2 Universidade Estadual de Maringá, Núcleo de Pesquisa PeixeGen, Centro de Ciências Agrárias, Av. Colombo, 5790, Bloco J57, Sala 8b, CEP 87020-900, Maringá, PR, Brasil.

3 Universidade Federal de Mato Grosso. Rodovia Rondonópolis-Guiratinga, km 06 (MT-270), 78735-910, Rondonópolis, MT, Brasil.

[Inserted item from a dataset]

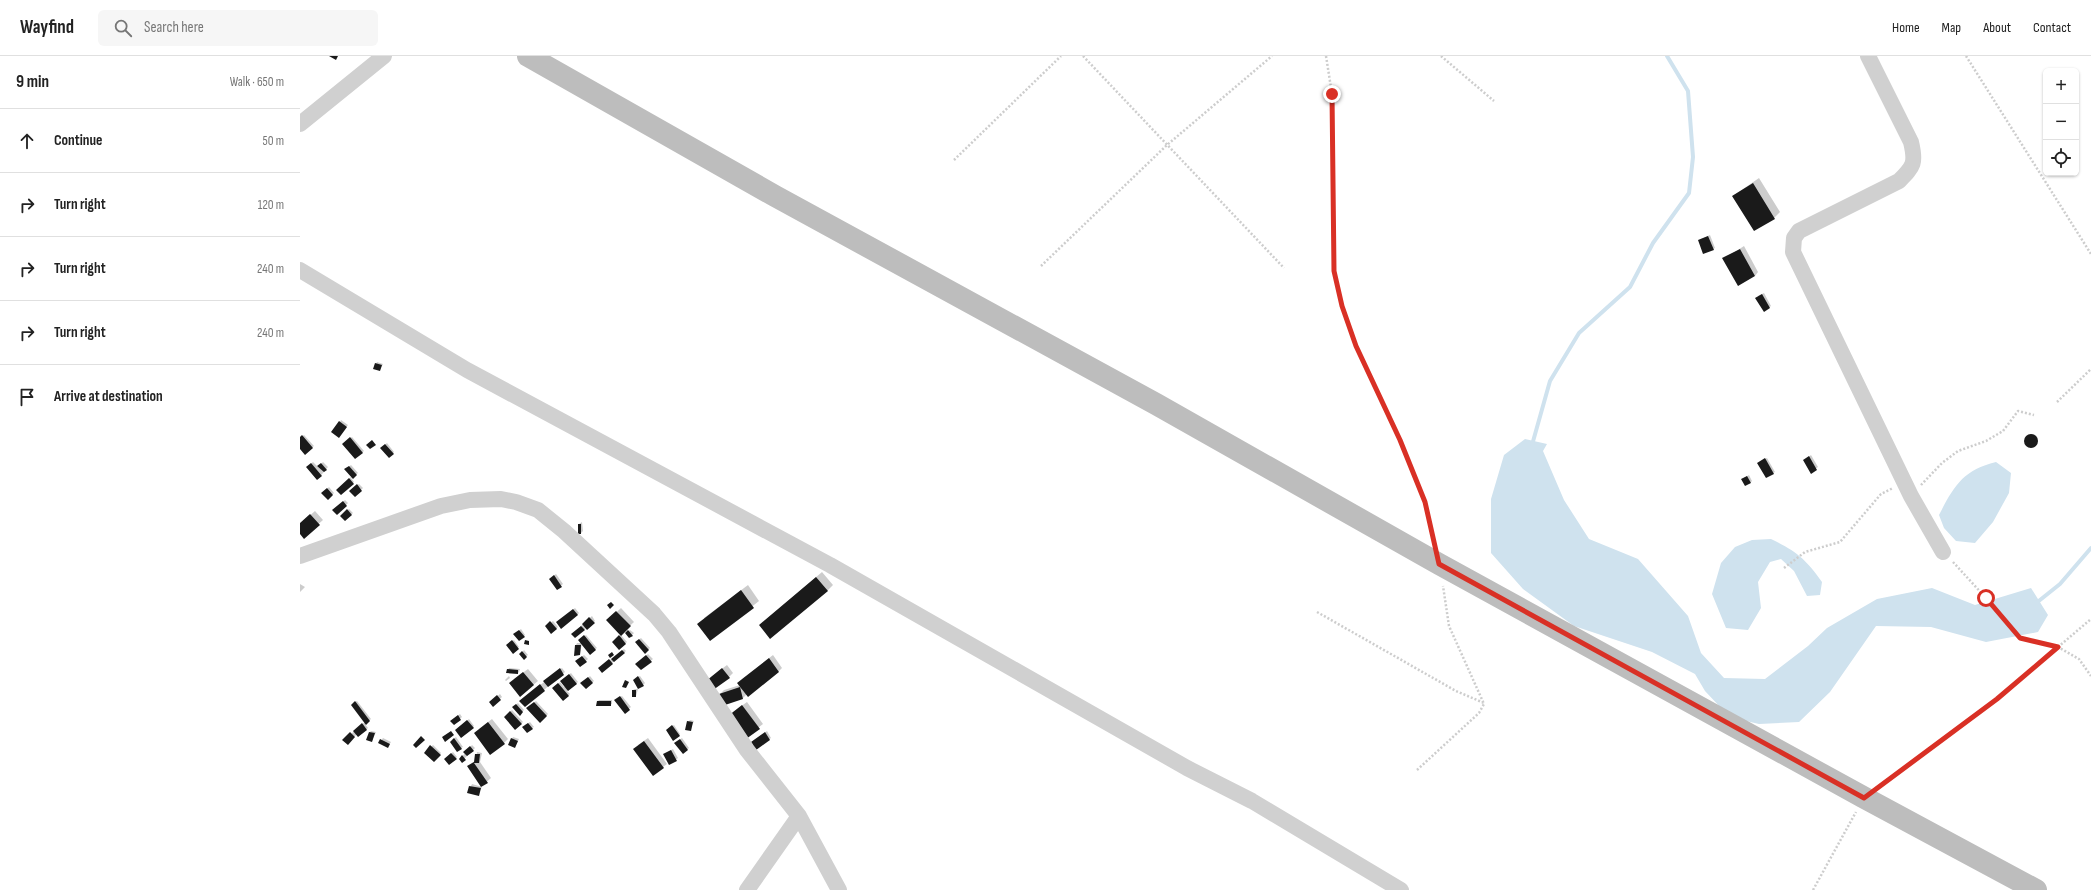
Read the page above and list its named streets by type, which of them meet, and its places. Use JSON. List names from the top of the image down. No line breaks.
{"page":{"header":"Wayfind","search":"Search here","nav":["Home","Map","About","Contact"],"heading":["9 min","Walk · 650 m"],"map_buttons":["+","−"],"list":[["Continue","50 m"],["Turn right","120 m"],["Turn right","240 m"],["Turn right","240 m"],"Arrive at destination"]}}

4 Gerente de Meio Ambiente, CPFL Geração, SP, Brasil.

RESUMEN

Los programas de repoblamiento de ríos vienen siendo usados con mayor frecuencia como métodos de conservación de la ictiofauna. Sin embargo, el monitoreo genético y evaluación de procedimientos reproductivos son necesarios para obtener resultados viables en los ecosistemas impactados negativamente por el hombre. El objetivo de este estudio fue analizar la diversidad genética de Brycon orbignyanus utilizado en programas de repoblamiento, en el sistema reproductivo semi-natural (SRSN), con el marcador RAPD. Fueron analizados 15 reproductores (Rp;10 machos y 5 hembras) y 95 larvas de la progenie. El SRSN permitió la obtención de una baja mortalidad de los Rp utilizados en el cruzamiento y todos presentaron desova/espermiación. Los 9 iniciadores utilizados produjeron 90 fragmentos (fg), de los cuales 73,33% fueron polimórficos. Encontrándose diferencias (P<0,05) en la frecuencia de 17 fg, sin la presencia de fg exclusivos. El índice de diversidad genética de Shannon y porcentaje de fg polimórficos fueron inferiores en los individuos de la progenie. La similaridad genética fue mayor en la progenie. El análisis de variancia molecular mostró que la mayor parte de la variación está dentro de cada lote (81,49%) y no entre los lotes (18,51%). La identidad y distancia genética fue 0,953 y 0,049, respectivamente. A pesar que el SRSN permitió la obtención de una baja mortalidad y adecuado comportamiento reproductivo de los Rp, hubo disminución de la variabilidad genética en la progenie por el efecto del bajo número de Rp utilizados durante la reproducción y por la baja variabilidad genética existente entre ellos.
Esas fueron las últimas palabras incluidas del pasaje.